# Gun Control



## Octavian (Mar 30, 2007)

This is a persuasive essay I threw together tonight for one of my classes. It's completely unpolished as I haven't even read it through once myself. The conclusion is very weak and I'm looking for a stong sentence to finish on but just drawing blanks. Needs a catchy title aswell so if you have any ideas let me know. I really don't wish to get into a debate over this, just wondering if you guys could help me polish it up some. Any criticism is welcome! Thanks a ton!
 

 
	There are three types of lies in this world. Lies, damn lies, and statistics. In the debate over gun control you get a healthy dosage of all three.  Surely there are few topics more clouded and misconstrued than gun control. Whether a given party is pro or anti it will almost always use facts and statistics to present itself as the absolute truth. However there can only be one truth so who is right? Do guns have a necessary place in our society or are they nothing more than a degrading medium? Well as the old saying goes there are three sides to every issue, yours, mine, and the truth. Therefore the correct answer is neither sides have the truth. In reality guns neither create or deter violence in America. With this in mind we can draw a number conclusions. First that guns and violence are not directly linked and therefore restricting the use of fire arms is simply, pointless. Second, that while our politicians and media debate this topic so heatedly, they are ignoring the real socioeconomic problems within our society that create violence. And finally, that the absence of firearms leaves a society open to attack, whether it be domestic burglary or international invasion.
	Let's say John and Marsha Brown are sound asleep in their home. Suddenly, both wake up to the crash of a window. John rushes out to see what has happened and there stands a masked man that has broken into the house. What if the masked man has a gun? What if John has a gun?

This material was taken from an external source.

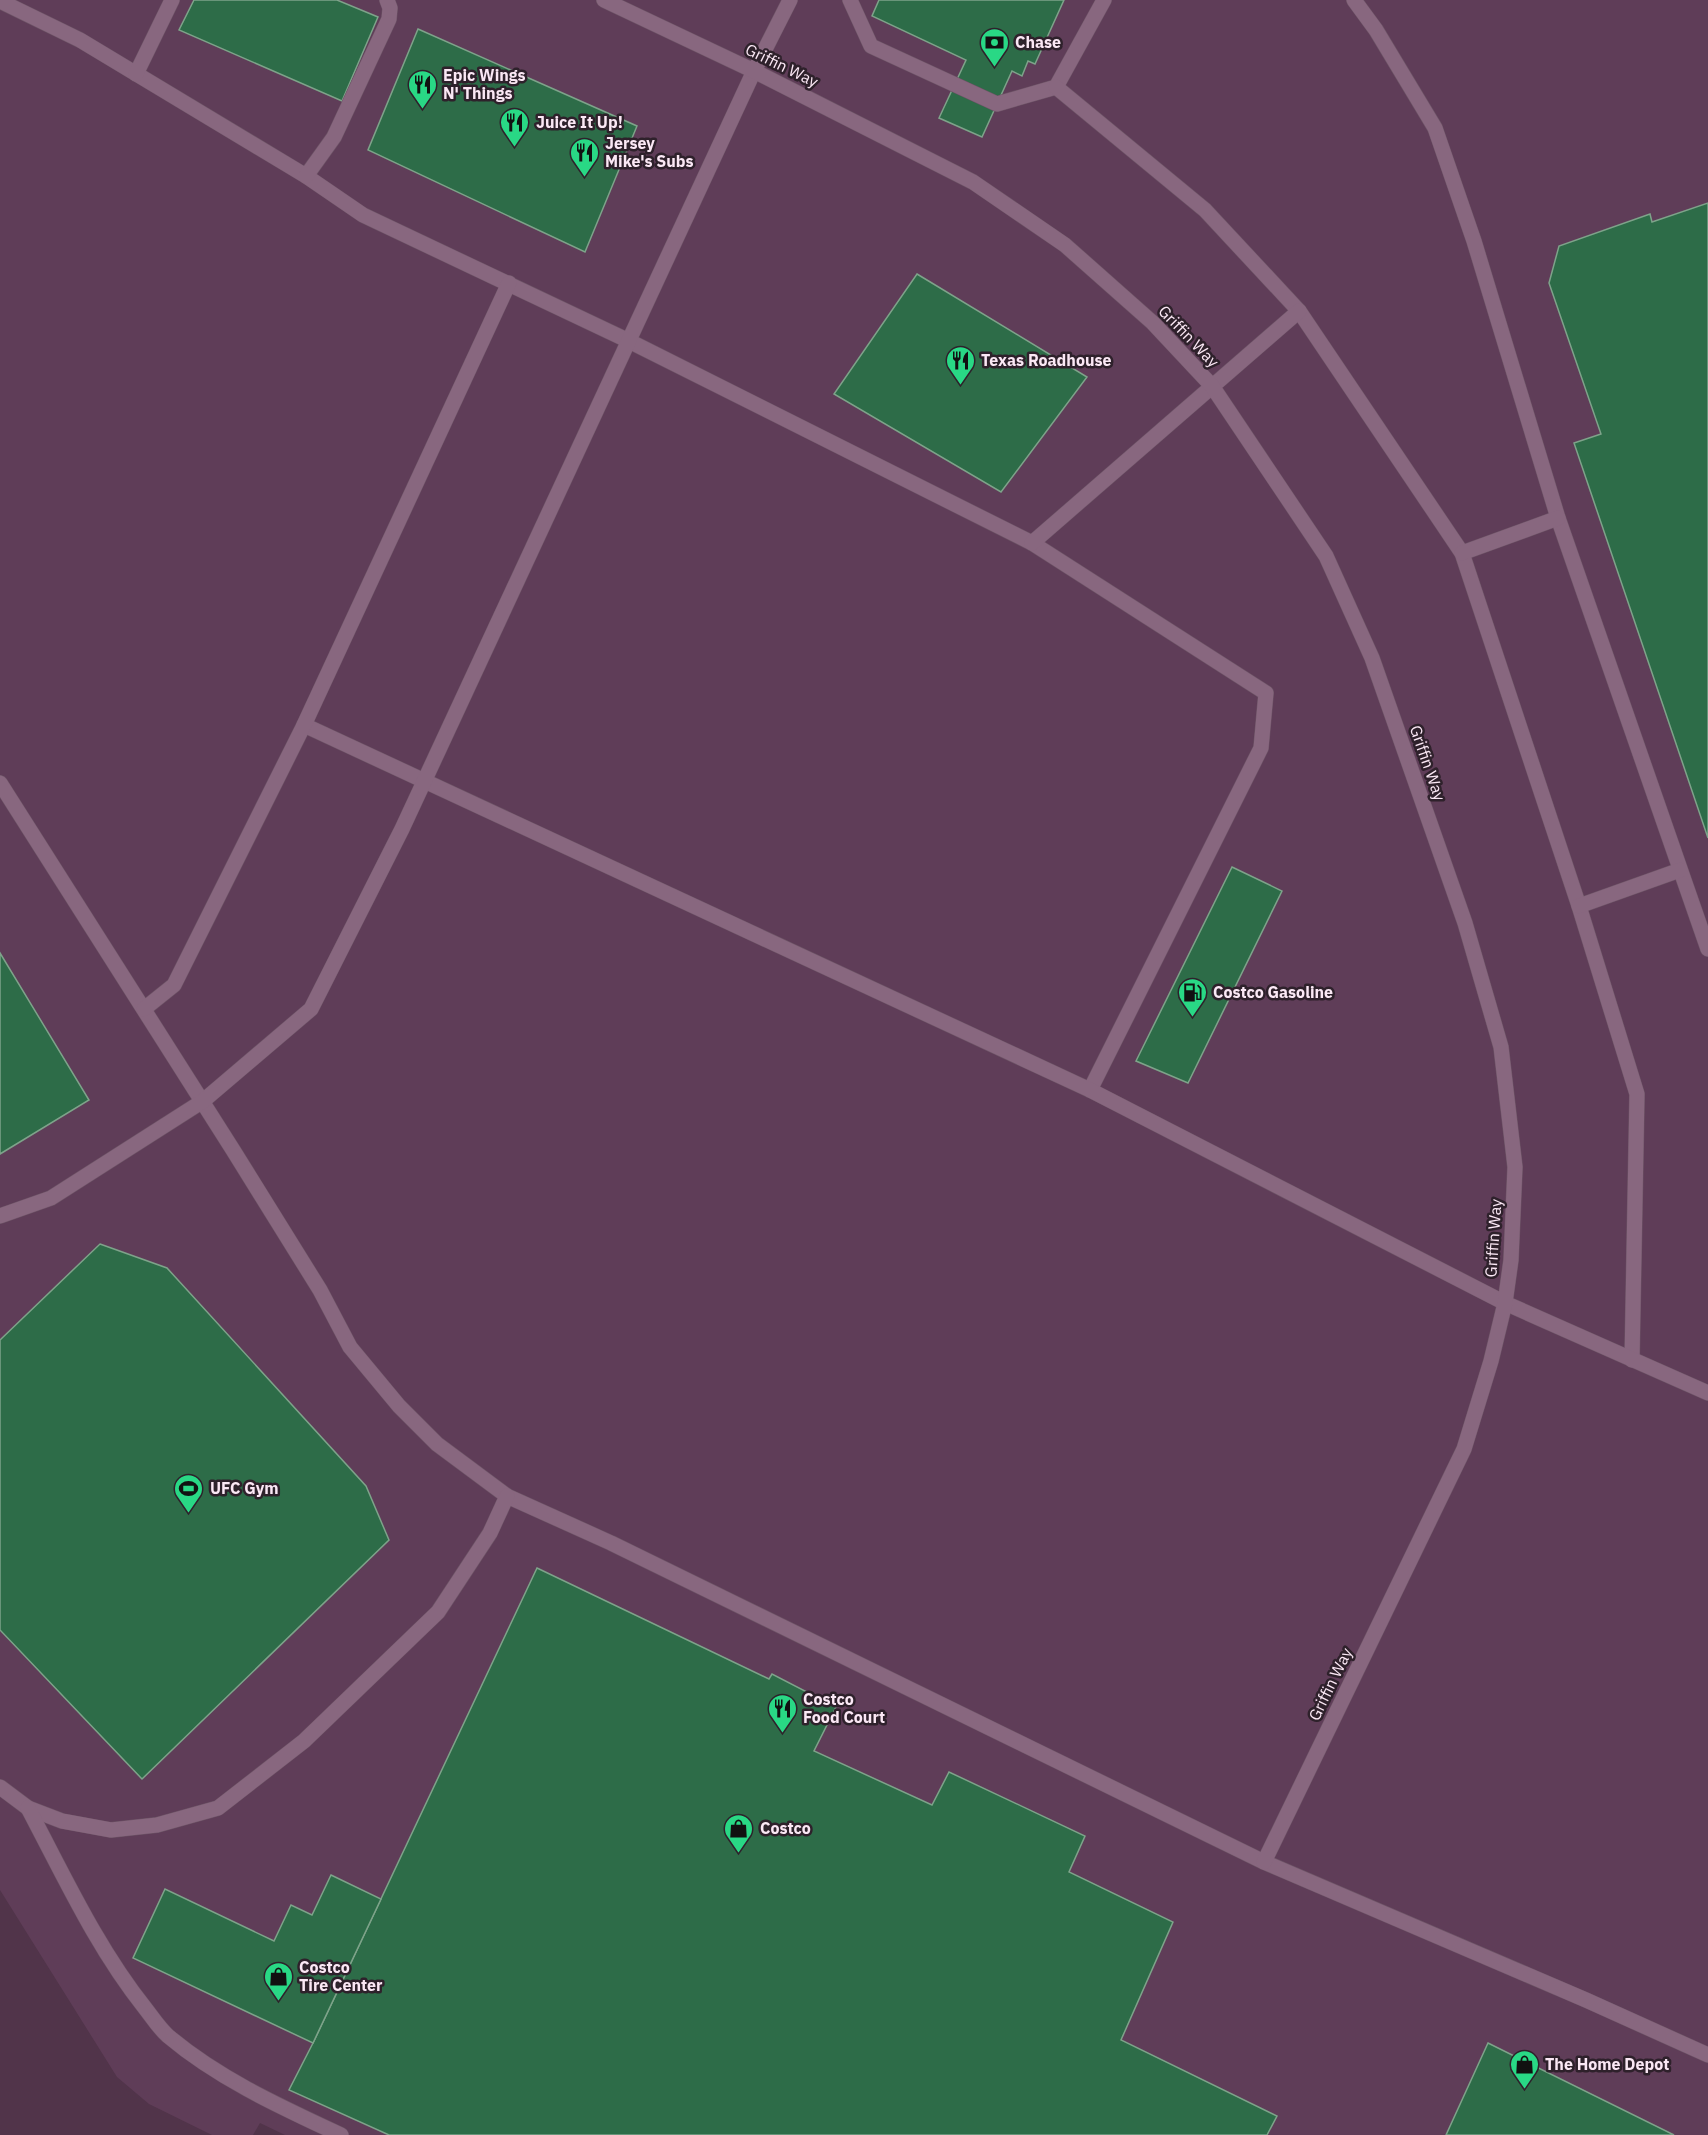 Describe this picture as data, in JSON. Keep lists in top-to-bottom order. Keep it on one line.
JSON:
{"streets":{"street":["Griffin Way"]},"places":{"bank":["Chase"],"restaurant":["Epic Wings N' Things","Juice It Up!","Jersey Mike's Subs","Texas Roadhouse","Costco Food Court"],"fuel station":["Costco Gasoline"],"sports":["UFC Gym"],"shop":["Costco","Costco Tire Center","The Home Depot"]}}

What if both have a gun? This is the type of situation that raises the debate. Those in favor of gun control claim that heavier restrictions on fire arms will keep guns out of the hands of criminals. Those opposed to gun control will argue that we need to put a gun in the hands of John for the purpose of self defense. So what do we do? Do we deter crime by taking guns from criminals or giving guns to victims? Both seem like logical solutions to the same problem, however neither one is correct. Why? Lets take a look at the numbers.
	Lets compare two cities, one with heavy gun control laws (Vancouver Canada) and one without (Seattle Washington). Between the years 1980-1983 the city of Seattle had 87.9 aggravated assaults with fire arms per 100,000 population. The City of Vancouver? 11.4. While assault with knives and other weapons was slightly higher in Vancouver it was not nearly enough to make up for the difference in assault with fire arms. In a nutshell, Vancouver has far less crime and far less guns that Seattle. But does Vancouver have far less crime than Seattle _because_ it has far less guns? The data seems to hint at yes, but it's deceiving. Lets take a look at another set of examples. The nations of Switzerland and England.  

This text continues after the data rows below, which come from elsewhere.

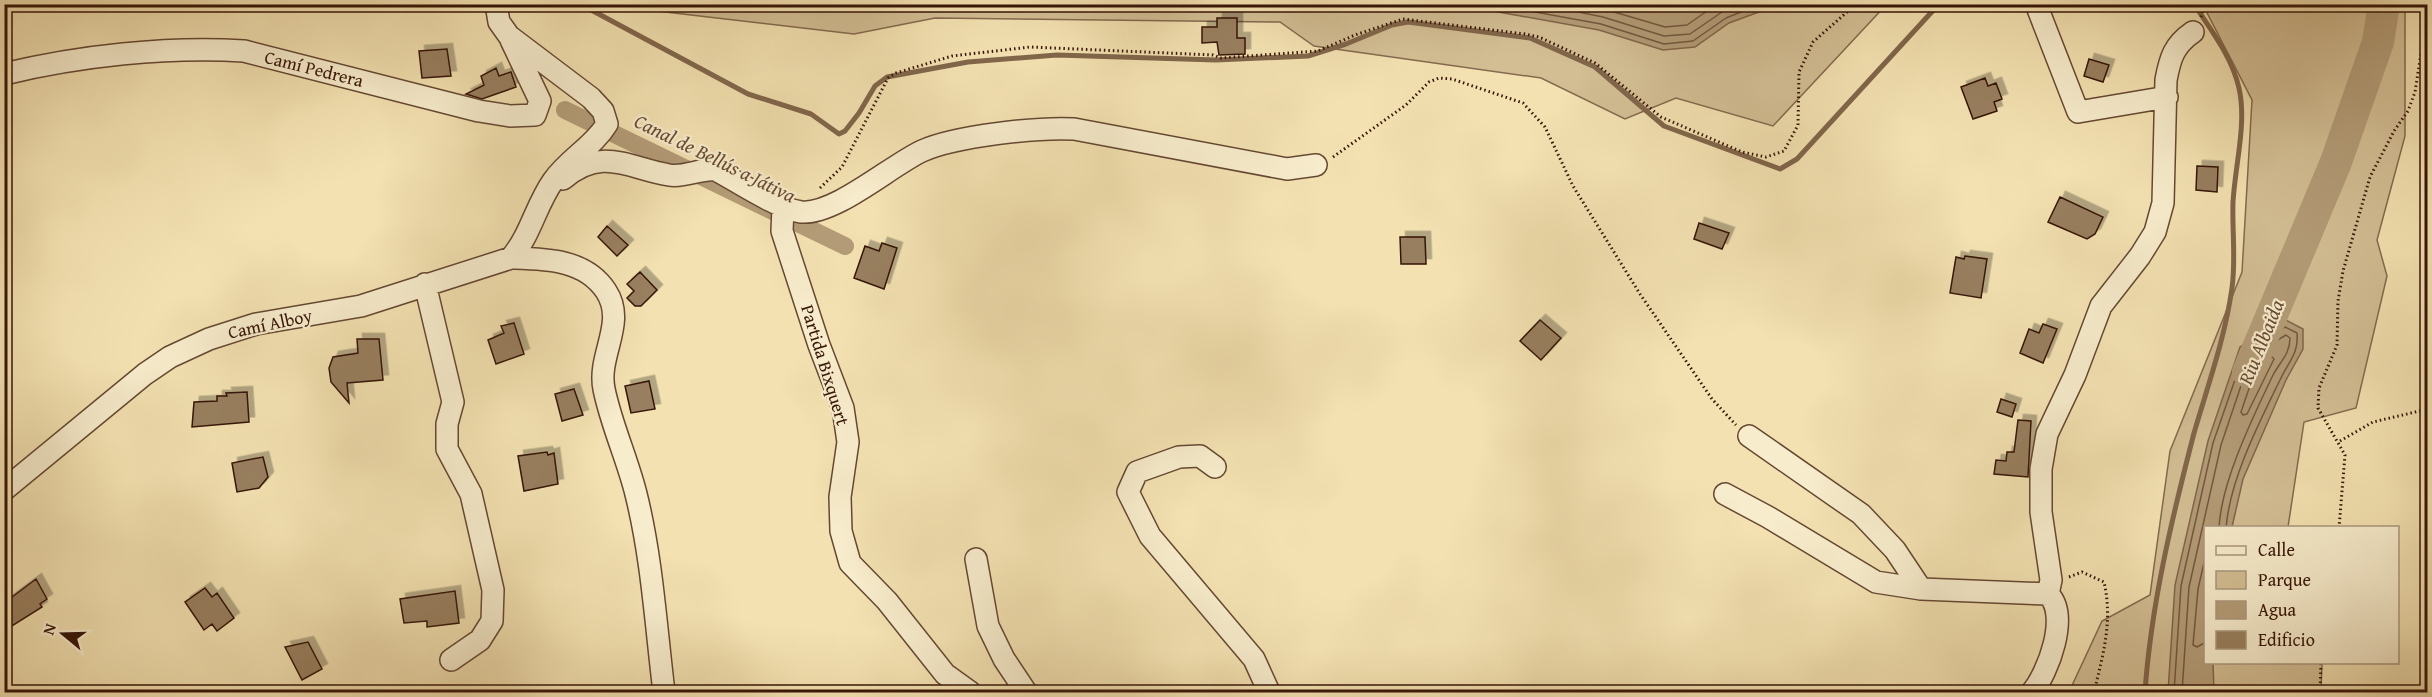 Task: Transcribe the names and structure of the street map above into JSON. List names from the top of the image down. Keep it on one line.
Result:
{"streets":{"street":["Camí Pedrera","Camí Alboy","Partida Bixquert"]},"water":["Canal de Bellús a Játiva","Riu Albaida"],"legend":["Calle","Parque","Agua","Edificio"],"north":"left"} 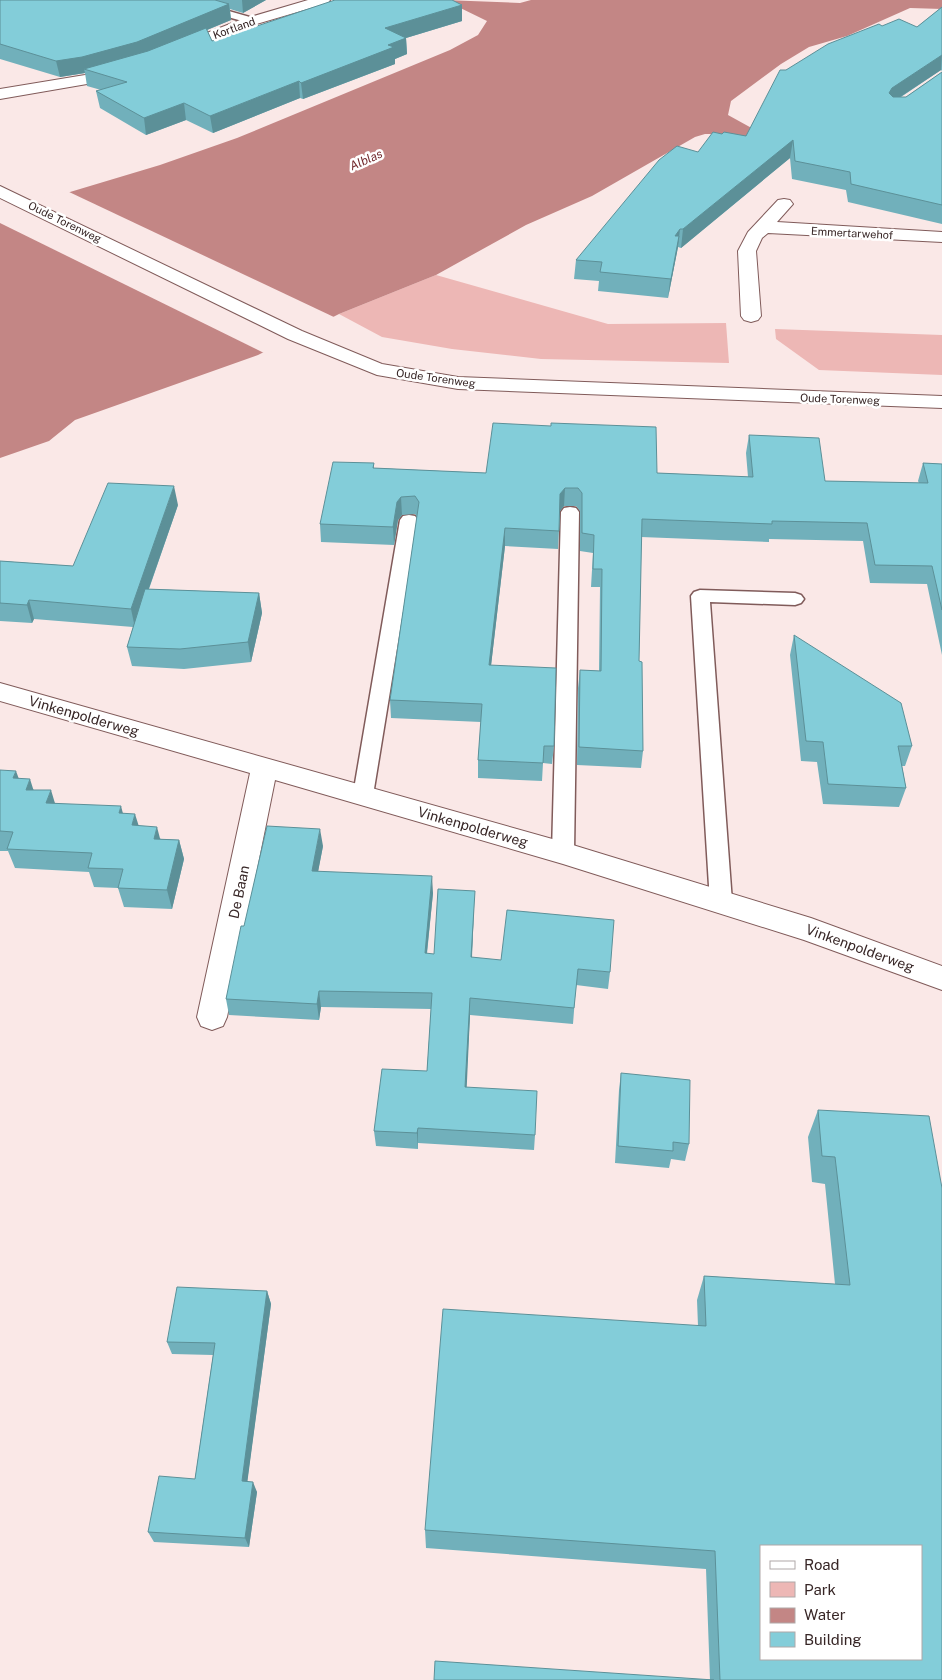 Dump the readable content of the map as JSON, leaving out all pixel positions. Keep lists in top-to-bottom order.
{
  "streets": {
    "street": [
      "Kortland",
      "Oude Torenweg",
      "Emmertarwehof",
      "Vinkenpolderweg",
      "De Baan"
    ]
  },
  "crossings": [
    ["Vinkenpolderweg", "De Baan"]
  ],
  "water": ["Alblas"],
  "legend": [
    "Road",
    "Park",
    "Water",
    "Building"
  ]
}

	In Switzerland every adult male is issued an assault rifle to keep in his house for militia duty. Per capita it has more firepower than anywhere else in the world. England on the other hand is the polar opposite with some of the strictest gun control laws in the world. In 1994 the homicide rate in england was 1.4 per 100,000 population. Switzerland ranked in at 1.2.  As for robbery england had 234 robberies per 100,000 populations while Switzerland had a mere 36 (Halbrook).
	Clearly all this data is contradicting. While studies between the U.S. and Canada seem to say that guns create crime, the Switzerland-England comparison seems to prove the exact opposite. So what can we conclude from inconclusive data? Simple, that the presence of firearms in a society has no bearing on it's crime rate. If guns have no correlation to the rate of crime in a society though, why have their presence been under such heavy fire as of late? Well lets think about it. If one day you find your child hitting the little boy next door with a bat what do you do? Well the first thing you are going to do is take the bat away from the child. The second thing you are going to do is punish him or her accordingly. Now lets examine the reasoning behind both of your reactions. Obviously the punishment dealt to the child was done in an attempt to curb future such incidents. Your hope was that through punishing the child, he or she would come to the conclusion that negative actions yield negative consequences. But why did you take the bat away? If you simply took the child's bat and left him or her unpunished would the child learn to stop fighting? Certainly not. If the child didn't have a weapon would the fight have still occurred? Of course. In reality revoking the weapon does nothing more than assure us, the parent, that it won't be used for destructive means within the near future. The same principle applies with guns. The revocation of fire arms is not what stops crimes, it is the change in fundamental thought brought about by the justice system or another method.   
	So if taking away the guns won't put a dent in crime what will? To answer this question let's begin by examining recent historical trends in the crime rate. In 1991 crime was nearing its peak at a rate of 9.8 homicides per 100,000 population. Criminologists predicted that crime rates would continue to rise and more than double in the next decade. However between that year and 2001 homicide experienced a 44% _drop_ and settled at a rate of 4.4 homicides per 100,000 population (Levitt). Rather than crime spiraling out of control to unprecedented highs, we experienced what is possibly the largest crime drop in the history of the nation. Why?  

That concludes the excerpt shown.